Doch mit Ende des Jobs kehren die beiden in ihr normales Leben zurück, heiraten und gründen Familien; vier Jahre lang sehen und hören sie nichts voneinander. Bis eines Tages bei Ennis ein Brief eintrifft von Jack, der ein Treffen vorschlägt. Die alte Leidenschaft entflammt erneut. Hinter dem Rücken ihrer Ehefrauen treffen sie sich fortan mehrmals im Jahr "zum Fischen" in den Bergen. Obwohl beide inzwischen die Tiefe ihrer Beziehung erkannt haben, gelingt es insbesondere Ennis angesichts der herrschenden engen Moralvorstellungen und einer traumatischen Kindheitserfahrung nicht, sich von den gesellschaftlichen Konventionen zu lösen und zu Jack zu stehen. Erst als es zu spät ist, erkennt Ennis die verpasste Chance auf ein gemeinsames glückliches Leben.

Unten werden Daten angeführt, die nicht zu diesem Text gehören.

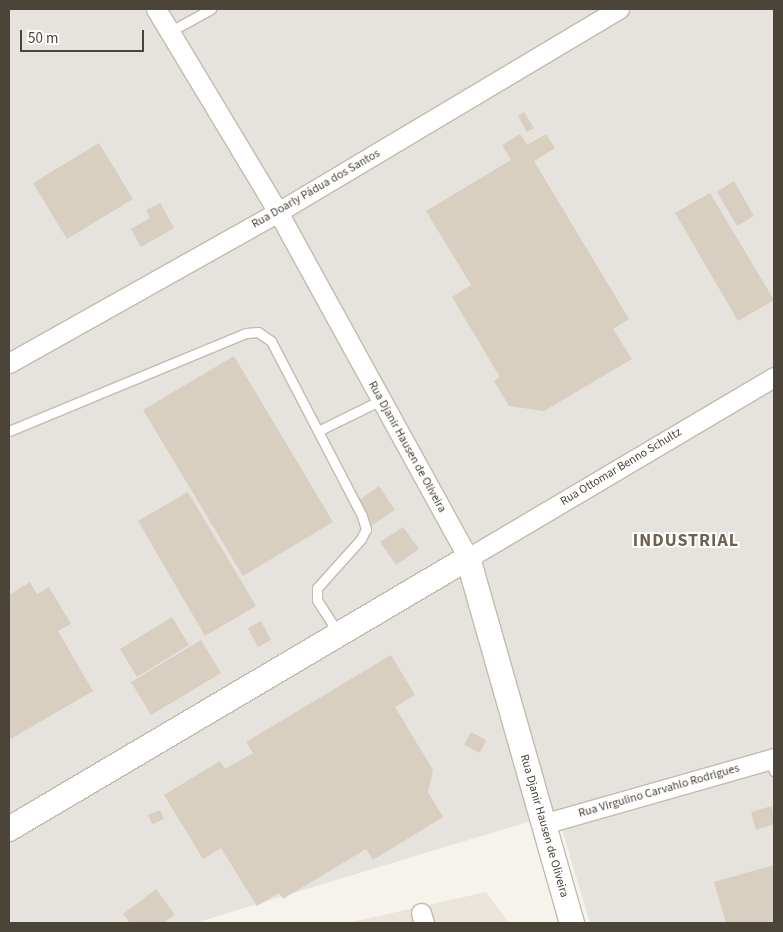 <!DOCTYPE html>
<html>
<head>
<meta charset="utf-8">
<style>
  body { margin:0 }
  #map { position:relative; width:783px; height:932px; overflow:hidden; background:#f6f3ec; font-family:"Source Sans 3",sans-serif }
  div>[style] { position:absolute }
  [style*='--x'] { left:calc(var(--x)*1px); top:calc(var(--y)*1px); width:calc(var(--w)*1px); rotate:calc(var(--a)*1deg) }
  .residential>* { inset:0; background:#eae5da }
  .industrial>* { inset:0; background:#e6e2dd }
  .building>* { inset:0; background:#d8cfc1 }
  .roads { filter:drop-shadow(1px 0 #c2bbae) drop-shadow(-1px 0 #c2bbae) drop-shadow(0 1px #c2bbae) drop-shadow(0 -1px #c2bbae) }
  .service>* { height:9px; margin:-4.5px; padding:0 4.5px; transform-origin:4.5px; border-radius:4.5px; background:#fff }
  .minor>* { height:19px; margin:-9.5px; padding:0 9.5px; transform-origin:9.5px; border-radius:9.5px; background:#fff }
  .tertiary>* { height:24px; margin:-12px; padding:0 12px; transform-origin:12px; border-radius:12px; background:#fff }
  span { translate:-50% -50%; white-space:nowrap; text-align:center; line-height:1.15; -webkit-text-stroke:4px #fff; paint-order:stroke }
  .street-label { font-size:12px; color:#4b4439 }
  .district-label { font-size:18px; color:#6e6250; font-weight:700; letter-spacing:1px }
  .frame { position:absolute; inset:0; border:10px solid #4b4439; pointer-events:none }
  .scale { position:absolute; left:20px; top:30px; width:124px; height:22px; box-sizing:border-box; border:2px solid #4b4439; border-top:0; padding-left:6px; font-size:15px; line-height:18px; white-space:nowrap; color:#4b4439; -webkit-text-stroke:4px #fff; paint-order:stroke }
</style>
</head>
<body>
<div id="map">
  <div class="residential">
    <i style="clip-path:polygon(486px 892px,509px 923px,348px 923px)"></i>
  </div>
  <div class="industrial">
    <i style="clip-path:polygon(9px 9px,774px 9px,774px 923px,590px 923px,557px 813px,195px 923px,9px 923px)"></i>
  </div>
  <div class="building">
    <i style="clip-path:polygon(524px 112px,534px 128px,527px 132px,518px 116px)"></i>
    <i style="clip-path:polygon(520px 134px,527px 145px,546px 134px,555px 148px,534px 161px,629px 319px,613px 329px,632px 359px,544px 411px,509px 406px,494px 381px,500px 377px,452px 297px,471px 285px,426px 211px,511px 160px,502px 145px)"></i>
    <i style="clip-path:polygon(99px 143px,133px 199px,67px 239px,33px 183px)"></i>
    <i style="clip-path:polygon(734px 181px,754px 216px,737px 226px,717px 192px)"></i>
    <i style="clip-path:polygon(710px 193px,774px 300px,738px 321px,675px 213px)"></i>
    <i style="clip-path:polygon(160px 203px,174px 228px,141px 247px,131px 229px,150px 218px,146px 210px)"></i>
    <i style="clip-path:polygon(234px 356px,333px 522px,243px 576px,143px 410px)"></i>
    <i style="clip-path:polygon(379px 486px,395px 510px,371px 526px,355px 503px)"></i>
    <i style="clip-path:polygon(188px 492px,256px 606px,205px 636px,138px 521px)"></i>
    <i style="clip-path:polygon(403px 527px,419px 549px,396px 565px,380px 542px)"></i>
    <i style="clip-path:polygon(30px 582px,37px 594px,49px 587px,71px 624px,58px 631px,93px 691px,9px 740px,9px 595px)"></i>
    <i style="clip-path:polygon(172px 617px,189px 645px,137px 677px,120px 649px)"></i>
    <i style="clip-path:polygon(261px 621px,271px 640px,258px 647px,248px 628px)"></i>
    <i style="clip-path:polygon(201px 640px,221px 673px,151px 715px,131px 682px)"></i>
    <i style="clip-path:polygon(391px 655px,415px 695px,395px 707px,433px 770px,428px 792px,443px 817px,373px 860px,366px 849px,283px 899px,279px 893px,257px 906px,221px 848px,203px 859px,164px 795px,220px 761px,225px 769px,253px 753px,246px 742px)"></i>
    <i style="clip-path:polygon(471px 732px,486px 740px,480px 753px,464px 745px)"></i>
    <i style="clip-path:polygon(772px 806px,774px 824px,756px 830px,751px 812px)"></i>
    <i style="clip-path:polygon(160px 810px,164px 819px,152px 824px,148px 815px)"></i>
    <i style="clip-path:polygon(774px 865px,774px 923px,726px 923px,714px 882px)"></i>
    <i style="clip-path:polygon(156px 889px,175px 915px,163px 923px,130px 923px,123px 914px)"></i>
  </div>
  <div class="roads">
    <div class="service">
      <i style="--x:169;--y:32;--w:48;--a:-28.7"></i>
      <i style="--x:9;--y:431;--w:256;--a:-22.5"></i>
      <i style="--x:246;--y:333;--w:12;--a:-5"></i>
      <i style="--x:258;--y:332;--w:16;--a:35"></i>
      <i style="--x:271;--y:341;--w:197;--a:62.5"></i>
      <i style="--x:362;--y:516;--w:14;--a:73"></i>
      <i style="--x:366;--y:529;--w:11;--a:117"></i>
      <i style="--x:361;--y:539;--w:66;--a:131.9"></i>
      <i style="--x:317;--y:588;--w:12;--a:90"></i>
      <i style="--x:317;--y:600;--w:40;--a:57.1"></i>
      <i style="--x:318;--y:431;--w:70;--a:-26.2"></i>
      <i style="--x:770;--y:759;--w:13;--a:72"></i>
    </div>
    <div class="minor">
      <i style="--x:156;--y:9;--w:237;--a:59"></i>
      <i style="--x:278;--y:212;--w:395;--a:61.2"></i>
      <i style="--x:468;--y:558;--w:356;--a:-30.6"></i>
      <i style="--x:9;--y:363;--w:308;--a:-29.3"></i>
      <i style="--x:278;--y:212;--w:397;--a:-30.8"></i>
      <i style="--x:543;--y:824;--w:240;--a:-15.9"></i>
      <i style="--x:421;--y:913;--w:10;--a:73"></i>
    </div>
    <div class="tertiary">
      <i style="--x:9;--y:829;--w:533;--a:-30.56"></i>
      <i style="--x:468;--y:558;--w:380;--a:74.1"></i>
    </div>
  </div>
  <div class="street-label">
    <span style="left:316px;top:189px;rotate:-30deg">Rua Doarly Pádua dos Santos</span>
    <span style="left:407px;top:447px;rotate:61deg">Rua Djanir Hausen de Oliveira</span>
    <span style="left:621px;top:467px;rotate:-31deg">Rua Ottomar Benno Schultz</span>
    <span style="left:659px;top:791px;rotate:-16deg">Rua Virgulino Carvahlo Rodrigues</span>
    <span style="left:544px;top:826px;rotate:74deg">Rua Djanir Hausen de Oliveira</span>
  </div>
  <div class="district-label">
    <span style="left:686px;top:541px">INDUSTRIAL</span>
  </div>
  <div class="frame"></div>
  <div class="scale">50 m</div>
</div>
</body>
</html>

"Brokeback Mountain" ist großes Gefühlskino, das ohne Pathos auskommt, vielmehr von leisen, aber ungeheuer nuancierten Zwischentönen lebt. Die betörend fotografierte Landschaft voll rauher Schönheit spiegelt kongenial die Einsamkeit und innere Zerrissenheit ihrer Helden wider. Verzweifelt versuchen sie sich in einer Gesellschaft zu arrangieren, in der es nur unter Einsatz des eigenen Lebens möglich zu sein scheint, für das einzustehen, was man liebt. Mit einfachsten erzählerischen Mitteln gelingt Lee – wie eine führende Filmzeitschrift zu Recht schreibt – eine der menschlichsten und ergreifendsten Geschichten, die das US–Kino der letzten 20 Jahre hervorgebracht hat.